Symmetric cipher reference
Symmetric ciphers use the same secret key to encrypt and decrypt. They are fast and used for bulk data: TLS records, disk encryption, file encryption and tokens. This reference compares AES, ChaCha20, 3DES, Blowfish and others by key size, block size, the recommended mode of operation, and current security status.
How it works
A block cipher (AES, 3DES) transforms fixed-size blocks; a stream cipher (ChaCha20) produces a keystream XORed with the plaintext. Security depends heavily on the mode of operation:
- AEAD modes (GCM, CCM, ChaCha20-Poly1305) encrypt and authenticate together — always prefer these.

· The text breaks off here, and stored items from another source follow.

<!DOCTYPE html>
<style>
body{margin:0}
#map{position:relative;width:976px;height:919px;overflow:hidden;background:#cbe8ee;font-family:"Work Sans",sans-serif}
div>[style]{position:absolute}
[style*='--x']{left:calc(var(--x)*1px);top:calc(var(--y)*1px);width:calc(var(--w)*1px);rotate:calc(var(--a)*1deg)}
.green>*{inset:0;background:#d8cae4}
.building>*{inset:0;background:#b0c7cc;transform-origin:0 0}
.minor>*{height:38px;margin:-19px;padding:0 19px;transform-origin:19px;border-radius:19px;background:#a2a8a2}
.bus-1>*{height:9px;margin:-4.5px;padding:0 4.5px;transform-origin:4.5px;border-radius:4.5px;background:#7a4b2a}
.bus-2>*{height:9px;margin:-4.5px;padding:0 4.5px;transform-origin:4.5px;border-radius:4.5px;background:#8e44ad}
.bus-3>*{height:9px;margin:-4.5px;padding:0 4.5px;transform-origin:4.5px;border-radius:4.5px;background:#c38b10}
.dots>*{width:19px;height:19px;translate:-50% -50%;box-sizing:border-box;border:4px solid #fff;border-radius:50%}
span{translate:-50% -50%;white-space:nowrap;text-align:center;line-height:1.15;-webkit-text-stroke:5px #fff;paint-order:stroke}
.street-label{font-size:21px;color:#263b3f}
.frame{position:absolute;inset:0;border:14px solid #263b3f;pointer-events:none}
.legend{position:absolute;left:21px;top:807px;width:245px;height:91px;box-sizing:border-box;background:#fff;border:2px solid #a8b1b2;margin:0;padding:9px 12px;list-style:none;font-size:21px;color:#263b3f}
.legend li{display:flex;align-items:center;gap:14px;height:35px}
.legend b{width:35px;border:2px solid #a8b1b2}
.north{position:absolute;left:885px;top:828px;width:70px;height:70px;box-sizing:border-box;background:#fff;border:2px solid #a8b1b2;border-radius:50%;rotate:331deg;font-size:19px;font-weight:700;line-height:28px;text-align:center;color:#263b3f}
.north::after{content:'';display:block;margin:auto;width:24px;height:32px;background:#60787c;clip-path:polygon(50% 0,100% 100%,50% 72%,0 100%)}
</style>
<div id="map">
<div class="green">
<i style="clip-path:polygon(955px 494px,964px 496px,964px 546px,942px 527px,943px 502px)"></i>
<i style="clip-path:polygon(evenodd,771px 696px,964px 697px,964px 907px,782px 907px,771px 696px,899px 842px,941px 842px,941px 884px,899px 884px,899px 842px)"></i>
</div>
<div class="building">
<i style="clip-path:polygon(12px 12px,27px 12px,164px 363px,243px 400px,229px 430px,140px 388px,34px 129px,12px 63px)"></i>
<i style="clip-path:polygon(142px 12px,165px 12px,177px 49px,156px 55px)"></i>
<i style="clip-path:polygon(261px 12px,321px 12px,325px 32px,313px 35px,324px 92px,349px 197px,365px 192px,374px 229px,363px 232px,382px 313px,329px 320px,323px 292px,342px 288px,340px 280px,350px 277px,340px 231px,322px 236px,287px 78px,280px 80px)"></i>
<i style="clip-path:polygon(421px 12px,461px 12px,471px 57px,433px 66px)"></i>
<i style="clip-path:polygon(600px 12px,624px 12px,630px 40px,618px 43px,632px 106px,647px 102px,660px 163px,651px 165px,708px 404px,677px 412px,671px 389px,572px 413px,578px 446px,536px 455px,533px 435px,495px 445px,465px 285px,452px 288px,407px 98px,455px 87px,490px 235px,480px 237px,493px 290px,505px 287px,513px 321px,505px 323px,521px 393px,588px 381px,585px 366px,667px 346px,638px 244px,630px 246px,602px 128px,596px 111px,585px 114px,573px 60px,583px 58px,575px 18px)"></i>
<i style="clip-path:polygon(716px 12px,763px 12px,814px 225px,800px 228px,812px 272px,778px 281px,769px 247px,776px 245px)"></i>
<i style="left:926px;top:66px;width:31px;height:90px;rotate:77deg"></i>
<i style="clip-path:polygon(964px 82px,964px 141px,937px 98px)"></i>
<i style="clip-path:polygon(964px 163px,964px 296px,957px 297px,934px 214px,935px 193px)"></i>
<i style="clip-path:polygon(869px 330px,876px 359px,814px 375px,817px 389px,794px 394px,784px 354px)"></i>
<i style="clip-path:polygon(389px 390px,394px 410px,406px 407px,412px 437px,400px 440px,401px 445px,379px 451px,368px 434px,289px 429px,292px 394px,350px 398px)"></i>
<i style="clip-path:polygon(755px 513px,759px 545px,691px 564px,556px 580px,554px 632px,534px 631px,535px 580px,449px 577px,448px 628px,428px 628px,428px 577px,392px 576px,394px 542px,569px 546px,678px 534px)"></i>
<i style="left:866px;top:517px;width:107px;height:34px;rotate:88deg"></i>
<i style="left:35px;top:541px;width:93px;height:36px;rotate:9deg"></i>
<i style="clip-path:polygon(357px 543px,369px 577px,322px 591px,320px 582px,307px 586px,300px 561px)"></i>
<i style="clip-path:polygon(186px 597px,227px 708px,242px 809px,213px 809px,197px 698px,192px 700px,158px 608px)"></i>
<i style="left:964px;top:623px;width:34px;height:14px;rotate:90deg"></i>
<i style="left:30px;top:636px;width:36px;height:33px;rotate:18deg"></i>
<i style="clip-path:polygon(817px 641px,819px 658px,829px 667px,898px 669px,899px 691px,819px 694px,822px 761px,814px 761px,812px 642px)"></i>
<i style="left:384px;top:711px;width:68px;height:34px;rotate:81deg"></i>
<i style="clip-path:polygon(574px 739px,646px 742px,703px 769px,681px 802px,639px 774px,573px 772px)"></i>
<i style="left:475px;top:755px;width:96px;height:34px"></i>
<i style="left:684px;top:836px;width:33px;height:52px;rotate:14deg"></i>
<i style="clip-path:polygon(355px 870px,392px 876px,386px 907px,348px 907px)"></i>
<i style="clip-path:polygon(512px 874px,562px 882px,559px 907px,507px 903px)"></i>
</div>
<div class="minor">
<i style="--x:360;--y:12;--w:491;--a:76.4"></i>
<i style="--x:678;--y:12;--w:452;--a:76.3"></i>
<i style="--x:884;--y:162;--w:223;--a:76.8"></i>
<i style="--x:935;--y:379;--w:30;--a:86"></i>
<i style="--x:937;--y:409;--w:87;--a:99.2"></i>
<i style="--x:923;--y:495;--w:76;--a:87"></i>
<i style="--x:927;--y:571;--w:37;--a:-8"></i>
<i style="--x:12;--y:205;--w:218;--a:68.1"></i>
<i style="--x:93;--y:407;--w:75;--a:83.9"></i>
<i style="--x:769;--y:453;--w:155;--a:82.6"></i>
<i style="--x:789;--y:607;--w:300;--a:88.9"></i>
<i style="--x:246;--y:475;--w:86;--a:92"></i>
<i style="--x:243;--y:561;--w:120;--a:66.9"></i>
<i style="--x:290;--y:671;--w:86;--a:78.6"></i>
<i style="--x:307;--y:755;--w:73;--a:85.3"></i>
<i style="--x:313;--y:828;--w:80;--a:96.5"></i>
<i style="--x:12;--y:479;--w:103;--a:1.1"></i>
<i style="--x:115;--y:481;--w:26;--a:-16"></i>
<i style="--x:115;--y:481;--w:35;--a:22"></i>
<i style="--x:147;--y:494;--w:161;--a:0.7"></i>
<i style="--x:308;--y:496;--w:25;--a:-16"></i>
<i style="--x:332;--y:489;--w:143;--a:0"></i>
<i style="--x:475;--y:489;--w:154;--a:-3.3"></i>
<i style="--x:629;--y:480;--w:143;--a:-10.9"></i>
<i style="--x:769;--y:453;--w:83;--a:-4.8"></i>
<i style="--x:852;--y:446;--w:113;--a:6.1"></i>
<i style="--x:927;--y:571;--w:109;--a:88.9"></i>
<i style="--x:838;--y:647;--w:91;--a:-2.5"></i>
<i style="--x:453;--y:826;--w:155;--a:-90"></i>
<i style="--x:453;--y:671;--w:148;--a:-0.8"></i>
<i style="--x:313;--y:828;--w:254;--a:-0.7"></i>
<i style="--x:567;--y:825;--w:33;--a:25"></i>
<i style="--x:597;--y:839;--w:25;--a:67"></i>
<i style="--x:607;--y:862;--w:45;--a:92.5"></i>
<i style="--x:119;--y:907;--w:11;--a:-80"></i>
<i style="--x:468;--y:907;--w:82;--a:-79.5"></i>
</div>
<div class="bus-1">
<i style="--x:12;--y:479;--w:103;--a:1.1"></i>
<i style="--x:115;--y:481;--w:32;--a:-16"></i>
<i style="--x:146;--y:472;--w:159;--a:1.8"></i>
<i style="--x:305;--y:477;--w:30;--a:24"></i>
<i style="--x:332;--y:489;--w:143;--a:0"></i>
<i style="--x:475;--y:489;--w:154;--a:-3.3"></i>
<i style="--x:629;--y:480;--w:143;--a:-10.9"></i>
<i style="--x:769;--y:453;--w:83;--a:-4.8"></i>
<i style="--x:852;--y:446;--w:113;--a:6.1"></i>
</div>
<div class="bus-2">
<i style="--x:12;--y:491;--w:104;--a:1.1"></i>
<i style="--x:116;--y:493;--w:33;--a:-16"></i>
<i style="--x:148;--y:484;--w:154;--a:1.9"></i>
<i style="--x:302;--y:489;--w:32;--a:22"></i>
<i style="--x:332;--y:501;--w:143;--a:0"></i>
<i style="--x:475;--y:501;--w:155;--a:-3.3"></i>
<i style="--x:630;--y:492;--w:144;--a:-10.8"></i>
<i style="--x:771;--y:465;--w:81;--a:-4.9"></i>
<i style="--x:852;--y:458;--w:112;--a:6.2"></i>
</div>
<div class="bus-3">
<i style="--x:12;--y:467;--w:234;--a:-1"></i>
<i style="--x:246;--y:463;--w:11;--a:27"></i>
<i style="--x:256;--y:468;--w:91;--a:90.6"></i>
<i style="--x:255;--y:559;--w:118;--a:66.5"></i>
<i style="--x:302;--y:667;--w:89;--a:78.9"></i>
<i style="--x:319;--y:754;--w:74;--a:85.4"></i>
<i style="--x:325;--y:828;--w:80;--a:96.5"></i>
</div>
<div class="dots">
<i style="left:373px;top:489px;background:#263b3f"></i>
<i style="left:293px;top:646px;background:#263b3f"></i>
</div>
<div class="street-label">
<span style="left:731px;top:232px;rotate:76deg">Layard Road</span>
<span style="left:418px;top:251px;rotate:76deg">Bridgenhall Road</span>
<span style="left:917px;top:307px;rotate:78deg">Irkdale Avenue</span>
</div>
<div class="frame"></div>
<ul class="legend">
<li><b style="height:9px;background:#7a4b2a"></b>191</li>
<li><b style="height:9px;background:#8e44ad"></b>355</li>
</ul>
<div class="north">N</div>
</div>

- CBC needs a separate MAC and a random IV, and is error-prone (padding-oracle attacks).
- CTR is parallelisable but needs an external MAC.
- ECB is insecure — it leaks plaintext patterns.
Each encryption needs a unique nonce/IV per key; reusing a GCM nonce is catastrophic and can reveal the authentication key.
Tips and notes
- Default to AES-256-GCM or ChaCha20-Poly1305 for new systems.
- Never reuse a nonce with the same key under GCM or CTR.
- Avoid 3DES, RC4 and Blowfish for new designs — they are deprecated or have small block sizes.
- Key size is not the whole story: a 256-bit key in ECB mode is still insecure because of the mode, not the key.